If you love your job, enjoy your family time or simply have a hobby that you love to do, it can all quickly fall apart thanks to stress. You may end up disliking all of the things that you once enjoyed so much. For no other reason than feeling the negative impact of a stressful work life.
This dissatisfaction eventually leads to someone leaving their job. As they feel overall run-down, less optimistic about their future in the role and it can be overwhelming in some cases (too much to do, adding to the stress). Stress and becoming dissatisfied in your job from time to time is normal, but it is important to manage these feelings over time. As, otherwise, you would be leaving and trying to find new jobs far too often to ever really be satisfied. It can also stop you doing the things that you want to do.
If an otherwise engaged employee suddenly starts to feel distant or less active at work, then this is a sign of dissatisfaction. Though it should not be an immediate cause for concern from day one, it can quickly become a problem if showcased over a longer period.
Any employee that is stressed and finding it difficult to cope with their work will quickly start showing worrying behaviours. Taking more sick days, showing up late to work and even taking extended breaks can all be very serious danger signs.
Turning up late can be a result of lethargy. Unwillingness or inability to get out of bed on a regular day, feeling that such a simple task is actually a mountainous effort. Lack of sleep, restlessness during the night and continued inability to relax (due to the stress) can all be the underlying cause of this.
This can quickly gain you a negative reputation at work and result even in disciplinary action, meaning it is important to try and curb this in if possible. As otherwise you put yourself at real risk of losing your job.

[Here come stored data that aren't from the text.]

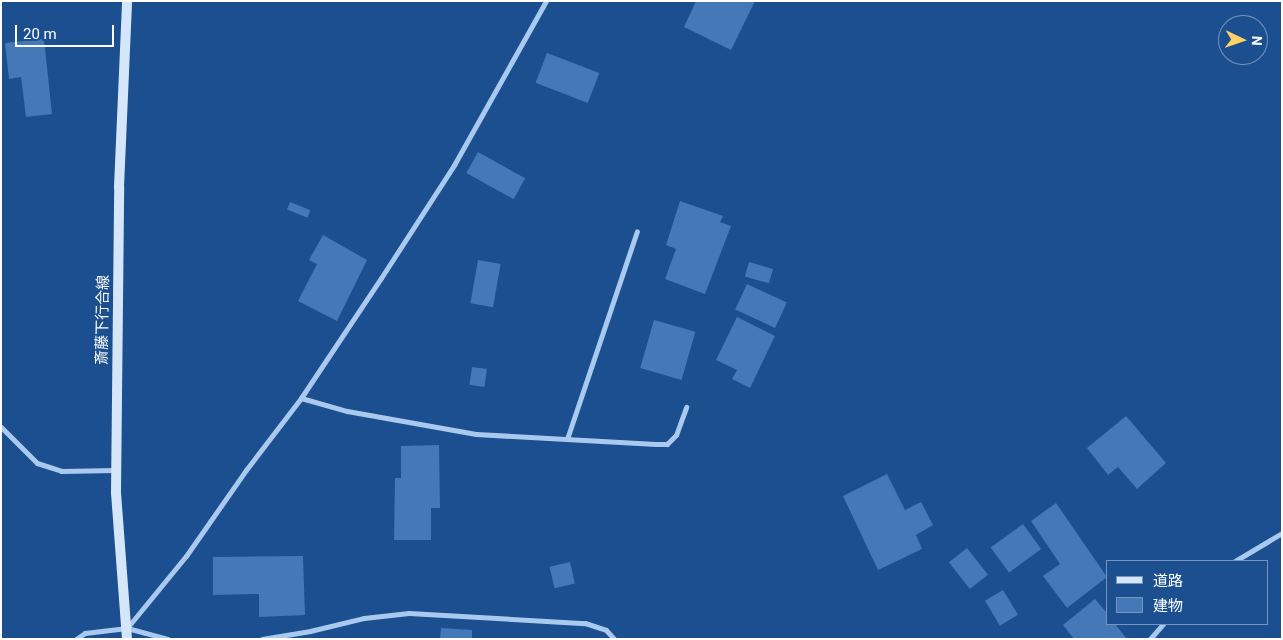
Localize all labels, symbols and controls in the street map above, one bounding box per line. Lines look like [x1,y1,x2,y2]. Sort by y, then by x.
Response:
scale bar [18,15,116,47]
north arrow [1218,15,1268,65]
text: 20 m [23,25,57,43]
text: N [1249,35,1265,46]
street label: 斎藤下行合線 [93,275,113,365]
legend [1106,560,1268,625]
text: 道路 [1153,572,1183,590]
text: 建物 [1153,597,1183,615]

In such cases, it is important to get back in control of your day to day motivation. Set an earlier alarm, reward yourself for being on time and make sure that there is positive reinforcement behind every potential sick day not taken. It is all too easy to fall into a stressful wormhole, but keeping yourself out of this gravitational pull is so, so, important. As if you do not it can quickly lead to much more serious consequences.

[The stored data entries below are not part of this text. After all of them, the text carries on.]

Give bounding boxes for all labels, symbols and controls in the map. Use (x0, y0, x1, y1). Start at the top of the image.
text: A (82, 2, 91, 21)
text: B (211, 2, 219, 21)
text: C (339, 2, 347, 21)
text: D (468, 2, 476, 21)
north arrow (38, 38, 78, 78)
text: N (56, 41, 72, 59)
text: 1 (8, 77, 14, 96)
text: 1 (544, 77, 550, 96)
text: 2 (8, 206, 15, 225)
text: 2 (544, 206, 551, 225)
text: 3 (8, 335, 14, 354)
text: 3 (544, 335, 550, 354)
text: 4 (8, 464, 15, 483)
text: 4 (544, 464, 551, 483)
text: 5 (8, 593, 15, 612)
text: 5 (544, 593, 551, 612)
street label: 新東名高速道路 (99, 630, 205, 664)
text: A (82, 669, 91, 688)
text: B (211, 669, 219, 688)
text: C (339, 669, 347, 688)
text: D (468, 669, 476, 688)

If workplace stress becomes too much, it can quickly lead to higher turnover rates in the workplace at large. In a workplace with a high turnover, it may be the case that stress has become part of the company culture. This is extremely negative and therefore needs to be addressed immediately as a happier work culture is much better in the long run.
In some cases, the company may need to be re-built from the ground upwards to remove this very serious issue from the heart of the place. But, in doing so, the benefits will quickly become apparent.
If resignations become the norm for one role in particular, then it may be time to reassess that role. As a role with too much pressure can always be shared more evenly across multiple roles, rather than causing multiple people to feel too overwhelmed to continue. Job-sharing practices can be introduced in these scenarios to help reduce the pressure somewhat.
Overall, stress can be a silent enemy that anyone can face. Even the happiest of your coworkers could be fighting a silent battle against stress daily. For that reason, actively fighting against the daily stressors in your life and working to reduce stress (as you will likely never be rid of it completely) is of vital importance. You won’t be successful every day, but even trying can be a step in the right direction.